Source information ::
BEGIN

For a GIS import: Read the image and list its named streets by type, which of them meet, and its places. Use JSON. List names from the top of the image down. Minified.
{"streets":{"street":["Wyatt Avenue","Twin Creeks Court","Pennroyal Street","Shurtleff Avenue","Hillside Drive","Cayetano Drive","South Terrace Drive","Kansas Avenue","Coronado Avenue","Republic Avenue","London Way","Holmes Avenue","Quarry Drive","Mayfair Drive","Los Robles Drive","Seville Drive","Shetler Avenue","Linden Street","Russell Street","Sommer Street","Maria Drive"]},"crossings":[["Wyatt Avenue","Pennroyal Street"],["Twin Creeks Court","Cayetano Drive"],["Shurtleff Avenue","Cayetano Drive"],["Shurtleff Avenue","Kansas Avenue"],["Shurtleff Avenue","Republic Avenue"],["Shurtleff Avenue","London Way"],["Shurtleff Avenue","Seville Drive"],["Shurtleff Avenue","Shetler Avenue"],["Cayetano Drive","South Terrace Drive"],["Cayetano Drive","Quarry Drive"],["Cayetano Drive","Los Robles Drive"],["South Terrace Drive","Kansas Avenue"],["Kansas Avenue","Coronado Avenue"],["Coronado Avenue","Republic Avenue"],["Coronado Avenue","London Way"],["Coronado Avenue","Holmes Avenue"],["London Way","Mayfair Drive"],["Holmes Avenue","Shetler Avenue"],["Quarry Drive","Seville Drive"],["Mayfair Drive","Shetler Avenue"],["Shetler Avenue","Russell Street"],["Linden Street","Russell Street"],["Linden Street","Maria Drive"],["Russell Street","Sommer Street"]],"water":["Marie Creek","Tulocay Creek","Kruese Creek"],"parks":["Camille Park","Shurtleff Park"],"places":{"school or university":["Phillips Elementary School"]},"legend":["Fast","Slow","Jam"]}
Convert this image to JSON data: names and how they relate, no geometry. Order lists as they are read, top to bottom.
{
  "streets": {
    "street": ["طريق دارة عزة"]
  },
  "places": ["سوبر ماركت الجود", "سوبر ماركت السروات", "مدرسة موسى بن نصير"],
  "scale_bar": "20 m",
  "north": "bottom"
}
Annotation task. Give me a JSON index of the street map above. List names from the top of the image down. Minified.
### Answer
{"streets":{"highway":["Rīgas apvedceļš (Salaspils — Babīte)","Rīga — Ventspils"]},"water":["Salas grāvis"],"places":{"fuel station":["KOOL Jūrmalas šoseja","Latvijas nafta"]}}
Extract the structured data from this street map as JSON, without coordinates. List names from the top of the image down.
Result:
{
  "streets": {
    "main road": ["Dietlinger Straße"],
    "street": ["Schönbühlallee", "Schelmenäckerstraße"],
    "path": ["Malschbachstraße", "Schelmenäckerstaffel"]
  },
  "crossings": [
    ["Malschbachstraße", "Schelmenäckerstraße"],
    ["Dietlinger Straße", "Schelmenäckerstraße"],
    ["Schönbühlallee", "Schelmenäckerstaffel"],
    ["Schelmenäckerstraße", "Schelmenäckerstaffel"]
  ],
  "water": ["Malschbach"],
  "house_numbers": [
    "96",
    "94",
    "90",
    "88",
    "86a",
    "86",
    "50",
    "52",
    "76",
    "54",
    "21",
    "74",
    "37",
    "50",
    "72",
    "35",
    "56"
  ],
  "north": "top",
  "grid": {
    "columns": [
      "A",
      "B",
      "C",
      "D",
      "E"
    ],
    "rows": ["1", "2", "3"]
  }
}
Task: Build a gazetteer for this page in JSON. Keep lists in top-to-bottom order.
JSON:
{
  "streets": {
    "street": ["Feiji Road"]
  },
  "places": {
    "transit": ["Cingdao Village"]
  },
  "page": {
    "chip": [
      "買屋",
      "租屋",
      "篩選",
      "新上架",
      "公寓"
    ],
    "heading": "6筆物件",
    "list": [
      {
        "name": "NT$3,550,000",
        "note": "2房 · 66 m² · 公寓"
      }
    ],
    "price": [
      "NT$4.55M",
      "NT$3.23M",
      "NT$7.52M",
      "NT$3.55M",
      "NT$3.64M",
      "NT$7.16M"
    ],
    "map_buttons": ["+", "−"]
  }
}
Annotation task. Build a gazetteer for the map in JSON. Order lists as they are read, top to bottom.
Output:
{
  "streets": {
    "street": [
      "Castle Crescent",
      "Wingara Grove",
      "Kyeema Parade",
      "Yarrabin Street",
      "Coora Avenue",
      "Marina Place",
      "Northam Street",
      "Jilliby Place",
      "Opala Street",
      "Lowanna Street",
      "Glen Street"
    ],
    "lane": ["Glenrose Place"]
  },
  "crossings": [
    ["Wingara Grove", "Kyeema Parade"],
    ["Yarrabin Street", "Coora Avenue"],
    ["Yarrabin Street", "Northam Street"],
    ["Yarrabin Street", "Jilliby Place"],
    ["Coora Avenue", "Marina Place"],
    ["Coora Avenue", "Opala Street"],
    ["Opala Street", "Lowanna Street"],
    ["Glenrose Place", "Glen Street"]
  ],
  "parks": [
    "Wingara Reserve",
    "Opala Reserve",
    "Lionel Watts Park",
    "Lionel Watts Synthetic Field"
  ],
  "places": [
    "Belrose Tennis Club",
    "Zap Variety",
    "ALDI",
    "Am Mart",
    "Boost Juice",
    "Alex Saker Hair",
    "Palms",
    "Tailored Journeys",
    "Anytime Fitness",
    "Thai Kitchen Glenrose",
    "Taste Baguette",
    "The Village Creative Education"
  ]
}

END

Exercise aim :: From the first line to the last, please write out the entries exactly.

Exercise response ::
For a GIS import: Read the image and list its named streets by type, which of them meet, and its places. Use JSON. List names from the top of the image down. Minified.
{"streets":{"street":["Wyatt Avenue","Twin Creeks Court","Pennroyal Street","Shurtleff Avenue","Hillside Drive","Cayetano Drive","South Terrace Drive","Kansas Avenue","Coronado Avenue","Republic Avenue","London Way","Holmes Avenue","Quarry Drive","Mayfair Drive","Los Robles Drive","Seville Drive","Shetler Avenue","Linden Street","Russell Street","Sommer Street","Maria Drive"]},"crossings":[["Wyatt Avenue","Pennroyal Street"],["Twin Creeks Court","Cayetano Drive"],["Shurtleff Avenue","Cayetano Drive"],["Shurtleff Avenue","Kansas Avenue"],["Shurtleff Avenue","Republic Avenue"],["Shurtleff Avenue","London Way"],["Shurtleff Avenue","Seville Drive"],["Shurtleff Avenue","Shetler Avenue"],["Cayetano Drive","South Terrace Drive"],["Cayetano Drive","Quarry Drive"],["Cayetano Drive","Los Robles Drive"],["South Terrace Drive","Kansas Avenue"],["Kansas Avenue","Coronado Avenue"],["Coronado Avenue","Republic Avenue"],["Coronado Avenue","London Way"],["Coronado Avenue","Holmes Avenue"],["London Way","Mayfair Drive"],["Holmes Avenue","Shetler Avenue"],["Quarry Drive","Seville Drive"],["Mayfair Drive","Shetler Avenue"],["Shetler Avenue","Russell Street"],["Linden Street","Russell Street"],["Linden Street","Maria Drive"],["Russell Street","Sommer Street"]],"water":["Marie Creek","Tulocay Creek","Kruese Creek"],"parks":["Camille Park","Shurtleff Park"],"places":{"school or university":["Phillips Elementary School"]},"legend":["Fast","Slow","Jam"]}
Convert this image to JSON data: names and how they relate, no geometry. Order lists as they are read, top to bottom.
{
  "streets": {
    "street": ["طريق دارة عزة"]
  },
  "places": ["سوبر ماركت الجود", "سوبر ماركت السروات", "مدرسة موسى بن نصير"],
  "scale_bar": "20 m",
  "north": "bottom"
}
Annotation task. Give me a JSON index of the street map above. List names from the top of the image down. Minified.
### Answer
{"streets":{"highway":["Rīgas apvedceļš (Salaspils — Babīte)","Rīga — Ventspils"]},"water":["Salas grāvis"],"places":{"fuel station":["KOOL Jūrmalas šoseja","Latvijas nafta"]}}
Extract the structured data from this street map as JSON, without coordinates. List names from the top of the image down.
Result:
{
  "streets": {
    "main road": ["Dietlinger Straße"],
    "street": ["Schönbühlallee", "Schelmenäckerstraße"],
    "path": ["Malschbachstraße", "Schelmenäckerstaffel"]
  },
  "crossings": [
    ["Malschbachstraße", "Schelmenäckerstraße"],
    ["Dietlinger Straße", "Schelmenäckerstraße"],
    ["Schönbühlallee", "Schelmenäckerstaffel"],
    ["Schelmenäckerstraße", "Schelmenäckerstaffel"]
  ],
  "water": ["Malschbach"],
  "house_numbers": [
    "96",
    "94",
    "90",
    "88",
    "86a",
    "86",
    "50",
    "52",
    "76",
    "54",
    "21",
    "74",
    "37",
    "50",
    "72",
    "35",
    "56"
  ],
  "north": "top",
  "grid": {
    "columns": [
      "A",
      "B",
      "C",
      "D",
      "E"
    ],
    "rows": ["1", "2", "3"]
  }
}
Task: Build a gazetteer for this page in JSON. Keep lists in top-to-bottom order.
JSON:
{
  "streets": {
    "street": ["Feiji Road"]
  },
  "places": {
    "transit": ["Cingdao Village"]
  },
  "page": {
    "chip": [
      "買屋",
      "租屋",
      "篩選",
      "新上架",
      "公寓"
    ],
    "heading": "6筆物件",
    "list": [
      {
        "name": "NT$3,550,000",
        "note": "2房 · 66 m² · 公寓"
      }
    ],
    "price": [
      "NT$4.55M",
      "NT$3.23M",
      "NT$7.52M",
      "NT$3.55M",
      "NT$3.64M",
      "NT$7.16M"
    ],
    "map_buttons": ["+", "−"]
  }
}
Annotation task. Build a gazetteer for the map in JSON. Order lists as they are read, top to bottom.
Output:
{
  "streets": {
    "street": [
      "Castle Crescent",
      "Wingara Grove",
      "Kyeema Parade",
      "Yarrabin Street",
      "Coora Avenue",
      "Marina Place",
      "Northam Street",
      "Jilliby Place",
      "Opala Street",
      "Lowanna Street",
      "Glen Street"
    ],
    "lane": ["Glenrose Place"]
  },
  "crossings": [
    ["Wingara Grove", "Kyeema Parade"],
    ["Yarrabin Street", "Coora Avenue"],
    ["Yarrabin Street", "Northam Street"],
    ["Yarrabin Street", "Jilliby Place"],
    ["Coora Avenue", "Marina Place"],
    ["Coora Avenue", "Opala Street"],
    ["Opala Street", "Lowanna Street"],
    ["Glenrose Place", "Glen Street"]
  ],
  "parks": [
    "Wingara Reserve",
    "Opala Reserve",
    "Lionel Watts Park",
    "Lionel Watts Synthetic Field"
  ],
  "places": [
    "Belrose Tennis Club",
    "Zap Variety",
    "ALDI",
    "Am Mart",
    "Boost Juice",
    "Alex Saker Hair",
    "Palms",
    "Tailored Journeys",
    "Anytime Fitness",
    "Thai Kitchen Glenrose",
    "Taste Baguette",
    "The Village Creative Education"
  ]
}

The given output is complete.